Uzbrojony w dwa pociski rakietowe AIM-9X Sidewinder zestrzelił startującą rakietę doświadczalną Orion. To alternatywa dla innych systemów antyrakietowych.
Szef Missile Defense Agency, gen. Henry Bering III poinformował, że 3 grudnia USA przeprowadziły na poligonie White Sands Missile Range (WSMR) udaną próbę zniszczenia startującej rakiety balistycznej przez samolot F-16 uzbrojony w samonaprowadzające się pociski klasy powietrze-powietrze. Do naprowadzenia na cel został użyty NCDE (Net-Centric Airborne Defense Element) - system zaprojektowany przez Raytheon Missile Systems specjalnie do naprowadzania bsl i samolotów załogowych na rakiety balistyczne.
W próbie użyto dwóch zmodyfikowanych pocisków AIM-9X Sidewinder, z których jeden trafił w rakietę-cel. Drugi transmitował obraz z systemu samonaprowadzania.

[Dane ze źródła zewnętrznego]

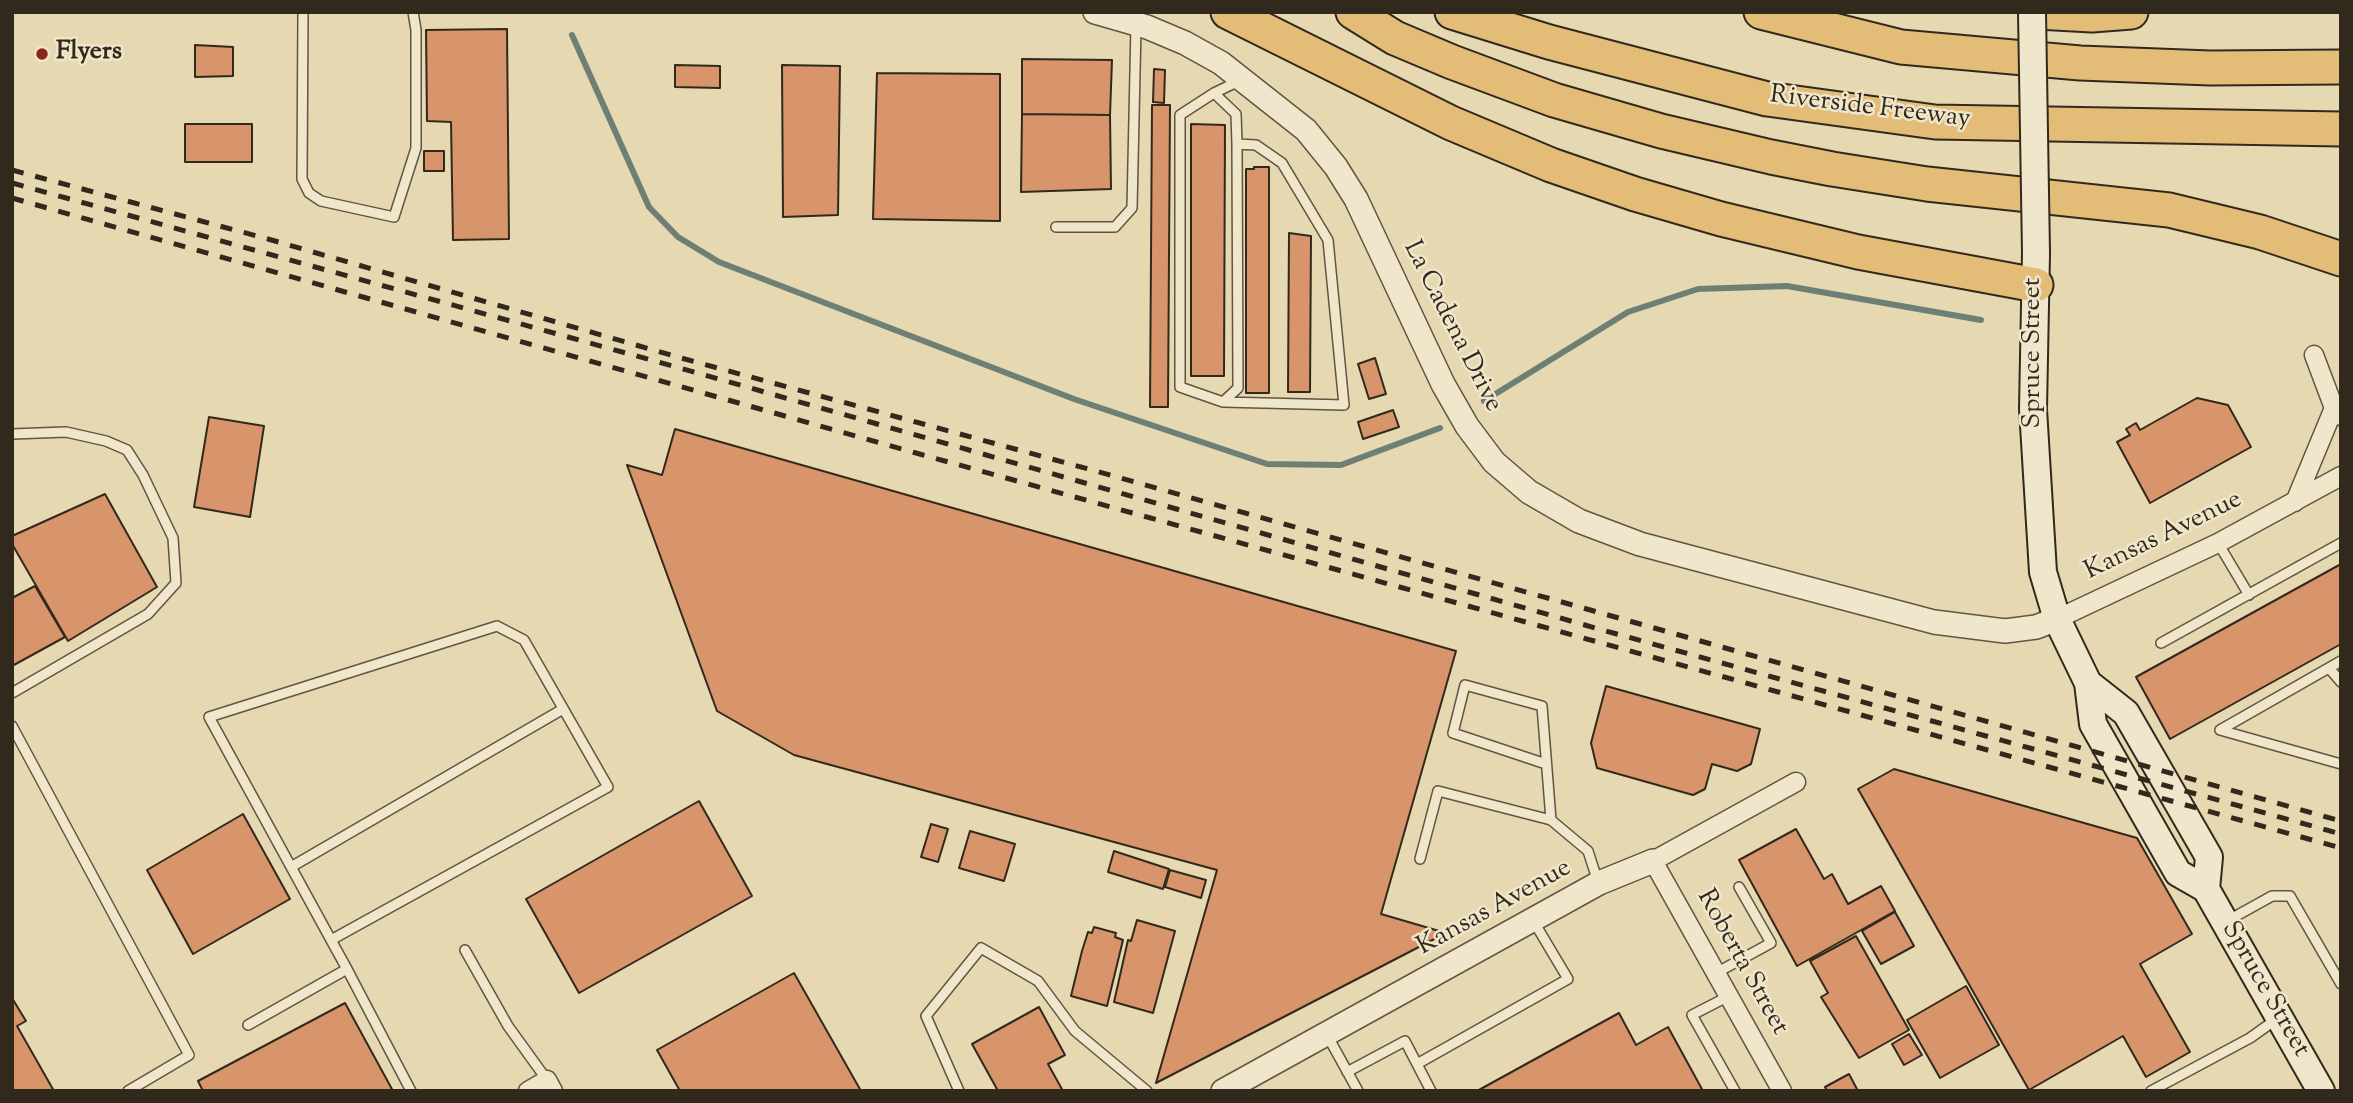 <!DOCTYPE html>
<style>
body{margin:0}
#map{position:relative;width:2353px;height:1103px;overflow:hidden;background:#e6d8b0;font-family:"Sorts Mill Goudy",serif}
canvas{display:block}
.frame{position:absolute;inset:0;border:14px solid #32291d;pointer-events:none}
</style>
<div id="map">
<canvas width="2353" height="1103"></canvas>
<div class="frame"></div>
</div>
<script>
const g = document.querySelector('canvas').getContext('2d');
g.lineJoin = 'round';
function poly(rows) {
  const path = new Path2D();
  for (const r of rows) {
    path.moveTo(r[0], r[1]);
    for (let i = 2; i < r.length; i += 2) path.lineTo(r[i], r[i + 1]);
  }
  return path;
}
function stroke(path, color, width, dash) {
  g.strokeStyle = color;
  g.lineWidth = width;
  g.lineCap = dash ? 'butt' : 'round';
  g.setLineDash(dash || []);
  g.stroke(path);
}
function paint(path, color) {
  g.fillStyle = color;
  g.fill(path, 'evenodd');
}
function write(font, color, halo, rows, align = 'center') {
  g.font = font + ' "Sorts Mill Goudy",serif';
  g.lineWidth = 5;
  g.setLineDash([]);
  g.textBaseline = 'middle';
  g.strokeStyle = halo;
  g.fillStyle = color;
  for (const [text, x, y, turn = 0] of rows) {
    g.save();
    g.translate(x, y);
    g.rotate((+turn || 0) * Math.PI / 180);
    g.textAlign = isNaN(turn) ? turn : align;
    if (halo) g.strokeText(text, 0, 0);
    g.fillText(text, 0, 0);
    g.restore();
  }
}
stroke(poly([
 [572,35,649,207,678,237,719,262,1074,399,1267,464,1341,465,1440,428],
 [1484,401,1628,312,1698,289,1787,286,1981,320]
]), '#6e7f75', 6);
const building = poly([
 [507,29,509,239,453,240,451,122,427,121,426,30,507,29],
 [195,45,233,47,233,76,195,77,195,45],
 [1022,59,1112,60,1110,115,1022,114,1022,59],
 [675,65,720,66,720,88,675,87,675,65],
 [782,65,840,66,838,215,783,217,782,65],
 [1154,69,1165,70,1164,103,1153,102,1154,69],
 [877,73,1000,74,1000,221,873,219,877,73],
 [1152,105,1170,105,1168,407,1150,407,1152,105],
 [1022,114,1110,115,1111,189,1021,192,1022,114],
 [185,124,252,124,252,162,185,162,185,124],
 [1191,124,1225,125,1224,376,1191,376,1191,124],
 [424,151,444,151,444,171,424,171,424,151],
 [1254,167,1269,167,1269,393,1246,393,1246,169,1254,169,1254,167],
 [1289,233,1311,236,1310,392,1288,392,1289,233],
 [1375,358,1386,394,1369,399,1358,364,1375,358],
 [2197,398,2228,405,2251,447,2150,503,2117,442,2130,435,2126,429,2136,423,2140,430,2197,398],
 [1393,410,1399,427,1363,439,1358,422,1393,410],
 [209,417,264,426,250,517,194,507,209,417],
 [675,429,1456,651,1381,914,1446,933,1156,1083,1217,870,794,755,717,711,627,465,662,475,675,429],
 [105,494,157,587,68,641,12,544,12,536,105,494],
 [2341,564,2341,644,2170,739,2136,677,2341,564],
 [35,586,65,637,12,666,12,598,35,586],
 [1606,686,1760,729,1751,764,1737,771,1712,764,1705,789,1693,795,1597,768,1591,743,1606,686],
 [1894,769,2137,838,2192,934,2140,964,2190,1052,2146,1077,2123,1036,2029,1090,1858,789,1894,769],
 [699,801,752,896,579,993,526,899,699,801],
 [243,814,290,899,193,954,147,870,243,814],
 [931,824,948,829,938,862,921,857,931,824],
 [1796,829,1824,879,1832,874,1848,904,1881,886,1895,911,1797,966,1739,860,1796,829],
 [970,831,1015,844,1004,881,959,868,970,831],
 [1114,851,1169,869,1163,889,1108,872,1114,851],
 [1170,870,1206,880,1201,898,1165,887,1170,870],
 [1895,912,1914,946,1881,964,1862,931,1895,912],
 [1137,920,1175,931,1153,1013,1114,1002,1128,940,1131,941,1137,920],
 [1094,927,1116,933,1115,937,1123,940,1107,1006,1071,996,1082,951,1088,932,1092,933,1094,927],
 [1856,936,1909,1030,1859,1058,1821,997,1828,993,1810,961,1856,936],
 [794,973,861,1091,680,1091,657,1050,794,973],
 [1966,986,1999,1045,1940,1078,1907,1020,1966,986],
 [12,998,26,1021,17,1026,54,1091,12,1091,12,998],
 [345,1003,393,1091,203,1091,198,1081,345,1003],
 [1039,1007,1065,1055,1048,1064,1063,1091,998,1091,972,1044,1039,1007],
 [1619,1013,1636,1045,1668,1027,1703,1091,1477,1091,1619,1013],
 [1909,1034,1922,1055,1904,1065,1892,1044,1909,1034],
 [1849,1074,1858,1091,1827,1091,1825,1087,1849,1074]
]);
paint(building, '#d8946b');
stroke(building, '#32291d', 2);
const service = poly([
 [303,12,302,179,309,193,321,201,394,217,416,148,416,30,413,12],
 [1214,93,1236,114,1237,144,1238,388,1223,402,1180,387,1180,115,1214,93,1241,80],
 [1056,227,1115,227,1132,208,1136,26],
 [1223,402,1344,405,1328,240,1282,163,1256,145,1237,144],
 [12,434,66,432,106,441,127,450,143,475,173,538,176,583,148,614,12,693],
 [2218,543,2249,595],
 [2161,643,2341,543],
 [2341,661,2220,730,2341,764],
 [2329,668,2341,682],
 [12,726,189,1055,128,1091],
 [1546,764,1453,733,1465,685,1542,706,1551,820],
 [1420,859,1438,791,1551,820,1588,851,1598,882],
 [291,867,563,709],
 [2227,921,2272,896,2290,896,2341,984],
 [331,940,608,787,524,640,497,626,209,717,331,940,347,969],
 [465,950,508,1026,547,1080],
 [1716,973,1771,943,1739,887],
 [1729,996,1692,1015,1735,1091],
 [248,1025,347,969,411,1091],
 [1327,1035,1358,1091],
 [1417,1064,1568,979,1534,922],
 [1347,1072,1405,1041,1431,1091],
 [959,1091,926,1016,981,948,1038,981,1075,1031,1147,1091],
 [2151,1091,2250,1038,2278,1018]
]);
const minor = poly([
 [2314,355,2334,408,2341,416],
 [2295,502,2334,408],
 [2057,619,2218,543,2341,476],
 [528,1091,547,1080,553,1091],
 [1782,1091,1653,861,1796,782]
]);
const tertiary = poly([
 [1095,12,1147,27,1185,43,1221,63,1306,130,1336,167,1356,199,1443,384,1467,426,1494,462,1529,492,1579,521,1640,544,1934,622,2005,631,2036,627,2057,619],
 [1223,1091,1599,883,1653,861]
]);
const secondary = poly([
 [2036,253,2033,409,2043,572,2057,619,2088,683,2126,713,2209,857,2206,889],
 [2088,683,2093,724,2178,873,2206,889,2321,1091]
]);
const motorway = poly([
 [1228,12,1451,123,1551,165,1635,194,1721,219,1858,252,2036,285],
 [1353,12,1395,38,1452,62,1554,100,1661,131,1771,157,1832,169,1927,184,2169,210,2260,232,2341,259],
 [1452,12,1549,42,1767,99,1935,122,2341,129],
 [1761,12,1901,47,2080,63,2210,68,2341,67],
 [2037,12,2092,15,2131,12]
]);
stroke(service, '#5f5542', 12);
stroke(minor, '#5f5542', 21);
stroke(tertiary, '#5f5542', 26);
stroke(secondary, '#32291d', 30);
stroke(motorway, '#32291d', 37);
stroke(service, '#efe6cc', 9);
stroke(minor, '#efe6cc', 18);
stroke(tertiary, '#efe6cc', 23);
stroke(secondary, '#efe6cc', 26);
stroke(motorway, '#e3bc78', 33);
stroke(poly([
 [12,170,268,239,681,358,1092,470,2341,821],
 [12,183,680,368,1606,631,2341,834],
 [12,198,916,453,2341,848]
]), '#32291d', 5, [12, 12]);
const secondaryBridge = poly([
 [2032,12,2036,253]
]);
stroke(secondaryBridge, '#32291d', 30, []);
stroke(secondaryBridge, '#efe6cc', 26);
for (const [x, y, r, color] of [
 [42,54,7,"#8f2418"]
]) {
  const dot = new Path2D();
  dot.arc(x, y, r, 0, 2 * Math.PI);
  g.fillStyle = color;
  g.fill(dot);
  stroke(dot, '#efe6cc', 2.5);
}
write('bold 26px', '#32291d', '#efe6cc', [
 ["Flyers",56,54]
], 'left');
write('26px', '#32291d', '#efe6cc', [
 ["Riverside Freeway",1870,109,7],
 ["La Cadena Drive",1451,327,63],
 ["Spruce Street",2035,353,-90],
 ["Kansas Avenue",2164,537,-26],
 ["Kansas Avenue",1495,909,-29],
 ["Roberta Street",1741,963,61],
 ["Spruce Street",2264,990,60]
]);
</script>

Eksperci uważają, że pociski AIM-9X czy AIM-120 z dodatkowymi stopniami startowymi, mogą być z powodzeniem wykorzystywane do niszczenia startujących rakiet balistycznych krótkiego i średniego zasięgu. To tania alternatywa dla znacznie droższych, wyspecjalizowanych systemów, takich jak Airborne Laser czy Kinetic Energy Interceptor. Dzięki przyspieszaczom pociski klasy powietrze-powietrze mogłyby atakować rakiety balistyczne startujące z wyrzutni odległych nawet o 150-200 km w czasie 2-3 minut od ich startu.